Goal of the exercise —
Each entry that follows should be written again verbatim.

Data entries
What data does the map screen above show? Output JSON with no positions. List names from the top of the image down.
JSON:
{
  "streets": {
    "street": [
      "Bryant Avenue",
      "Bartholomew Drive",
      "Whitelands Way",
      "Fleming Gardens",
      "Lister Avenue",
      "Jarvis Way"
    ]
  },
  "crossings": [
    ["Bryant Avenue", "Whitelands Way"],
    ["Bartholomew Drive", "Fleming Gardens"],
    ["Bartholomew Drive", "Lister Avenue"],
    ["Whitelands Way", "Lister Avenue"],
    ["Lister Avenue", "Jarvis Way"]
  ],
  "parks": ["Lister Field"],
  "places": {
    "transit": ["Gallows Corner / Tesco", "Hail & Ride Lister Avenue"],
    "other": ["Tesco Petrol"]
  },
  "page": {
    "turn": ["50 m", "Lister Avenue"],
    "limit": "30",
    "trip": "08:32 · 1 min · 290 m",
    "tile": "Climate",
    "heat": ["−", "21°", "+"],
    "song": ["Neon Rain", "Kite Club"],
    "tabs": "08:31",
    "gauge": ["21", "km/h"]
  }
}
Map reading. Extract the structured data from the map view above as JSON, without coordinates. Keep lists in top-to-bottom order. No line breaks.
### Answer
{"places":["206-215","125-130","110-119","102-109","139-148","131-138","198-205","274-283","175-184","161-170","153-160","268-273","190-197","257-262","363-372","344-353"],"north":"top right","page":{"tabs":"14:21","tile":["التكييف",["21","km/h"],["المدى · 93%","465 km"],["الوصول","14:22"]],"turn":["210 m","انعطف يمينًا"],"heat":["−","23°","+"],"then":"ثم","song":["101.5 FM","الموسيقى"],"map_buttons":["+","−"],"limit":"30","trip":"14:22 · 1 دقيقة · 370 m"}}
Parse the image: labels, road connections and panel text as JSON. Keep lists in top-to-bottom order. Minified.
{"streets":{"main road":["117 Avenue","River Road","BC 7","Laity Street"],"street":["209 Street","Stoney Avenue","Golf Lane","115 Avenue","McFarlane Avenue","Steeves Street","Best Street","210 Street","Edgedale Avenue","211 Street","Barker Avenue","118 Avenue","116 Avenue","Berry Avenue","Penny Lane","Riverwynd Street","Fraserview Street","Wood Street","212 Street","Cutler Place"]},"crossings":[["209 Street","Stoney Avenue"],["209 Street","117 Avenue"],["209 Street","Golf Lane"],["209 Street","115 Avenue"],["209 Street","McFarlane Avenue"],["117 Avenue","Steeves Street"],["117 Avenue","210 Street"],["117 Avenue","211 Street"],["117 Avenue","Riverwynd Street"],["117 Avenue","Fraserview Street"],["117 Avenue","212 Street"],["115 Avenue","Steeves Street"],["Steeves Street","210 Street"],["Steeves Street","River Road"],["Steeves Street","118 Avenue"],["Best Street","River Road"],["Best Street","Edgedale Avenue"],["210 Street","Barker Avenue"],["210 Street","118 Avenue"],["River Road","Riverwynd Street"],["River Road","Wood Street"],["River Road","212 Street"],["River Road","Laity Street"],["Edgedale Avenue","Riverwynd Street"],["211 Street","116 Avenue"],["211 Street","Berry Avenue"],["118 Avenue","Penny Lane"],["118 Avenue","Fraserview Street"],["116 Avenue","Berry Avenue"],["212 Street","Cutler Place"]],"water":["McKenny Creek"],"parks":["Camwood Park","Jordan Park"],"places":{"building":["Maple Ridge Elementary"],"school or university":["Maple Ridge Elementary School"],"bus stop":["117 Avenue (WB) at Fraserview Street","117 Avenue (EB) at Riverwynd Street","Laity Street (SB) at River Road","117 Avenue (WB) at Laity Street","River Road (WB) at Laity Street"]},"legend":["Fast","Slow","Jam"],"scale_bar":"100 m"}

Response area —
What data does the map screen above show? Output JSON with no positions. List names from the top of the image down.
JSON:
{
  "streets": {
    "street": [
      "Bryant Avenue",
      "Bartholomew Drive",
      "Whitelands Way",
      "Fleming Gardens",
      "Lister Avenue",
      "Jarvis Way"
    ]
  },
  "crossings": [
    ["Bryant Avenue", "Whitelands Way"],
    ["Bartholomew Drive", "Fleming Gardens"],
    ["Bartholomew Drive", "Lister Avenue"],
    ["Whitelands Way", "Lister Avenue"],
    ["Lister Avenue", "Jarvis Way"]
  ],
  "parks": ["Lister Field"],
  "places": {
    "transit": ["Gallows Corner / Tesco", "Hail & Ride Lister Avenue"],
    "other": ["Tesco Petrol"]
  },
  "page": {
    "turn": ["50 m", "Lister Avenue"],
    "limit": "30",
    "trip": "08:32 · 1 min · 290 m",
    "tile": "Climate",
    "heat": ["−", "21°", "+"],
    "song": ["Neon Rain", "Kite Club"],
    "tabs": "08:31",
    "gauge": ["21", "km/h"]
  }
}
Map reading. Extract the structured data from the map view above as JSON, without coordinates. Keep lists in top-to-bottom order. No line breaks.
### Answer
{"places":["206-215","125-130","110-119","102-109","139-148","131-138","198-205","274-283","175-184","161-170","153-160","268-273","190-197","257-262","363-372","344-353"],"north":"top right","page":{"tabs":"14:21","tile":["التكييف",["21","km/h"],["المدى · 93%","465 km"],["الوصول","14:22"]],"turn":["210 m","انعطف يمينًا"],"heat":["−","23°","+"],"then":"ثم","song":["101.5 FM","الموسيقى"],"map_buttons":["+","−"],"limit":"30","trip":"14:22 · 1 دقيقة · 370 m"}}
Parse the image: labels, road connections and panel text as JSON. Keep lists in top-to-bottom order. Minified.
{"streets":{"main road":["117 Avenue","River Road","BC 7","Laity Street"],"street":["209 Street","Stoney Avenue","Golf Lane","115 Avenue","McFarlane Avenue","Steeves Street","Best Street","210 Street","Edgedale Avenue","211 Street","Barker Avenue","118 Avenue","116 Avenue","Berry Avenue","Penny Lane","Riverwynd Street","Fraserview Street","Wood Street","212 Street","Cutler Place"]},"crossings":[["209 Street","Stoney Avenue"],["209 Street","117 Avenue"],["209 Street","Golf Lane"],["209 Street","115 Avenue"],["209 Street","McFarlane Avenue"],["117 Avenue","Steeves Street"],["117 Avenue","210 Street"],["117 Avenue","211 Street"],["117 Avenue","Riverwynd Street"],["117 Avenue","Fraserview Street"],["117 Avenue","212 Street"],["115 Avenue","Steeves Street"],["Steeves Street","210 Street"],["Steeves Street","River Road"],["Steeves Street","118 Avenue"],["Best Street","River Road"],["Best Street","Edgedale Avenue"],["210 Street","Barker Avenue"],["210 Street","118 Avenue"],["River Road","Riverwynd Street"],["River Road","Wood Street"],["River Road","212 Street"],["River Road","Laity Street"],["Edgedale Avenue","Riverwynd Street"],["211 Street","116 Avenue"],["211 Street","Berry Avenue"],["118 Avenue","Penny Lane"],["118 Avenue","Fraserview Street"],["116 Avenue","Berry Avenue"],["212 Street","Cutler Place"]],"water":["McKenny Creek"],"parks":["Camwood Park","Jordan Park"],"places":{"building":["Maple Ridge Elementary"],"school or university":["Maple Ridge Elementary School"],"bus stop":["117 Avenue (WB) at Fraserview Street","117 Avenue (EB) at Riverwynd Street","Laity Street (SB) at River Road","117 Avenue (WB) at Laity Street","River Road (WB) at Laity Street"]},"legend":["Fast","Slow","Jam"],"scale_bar":"100 m"}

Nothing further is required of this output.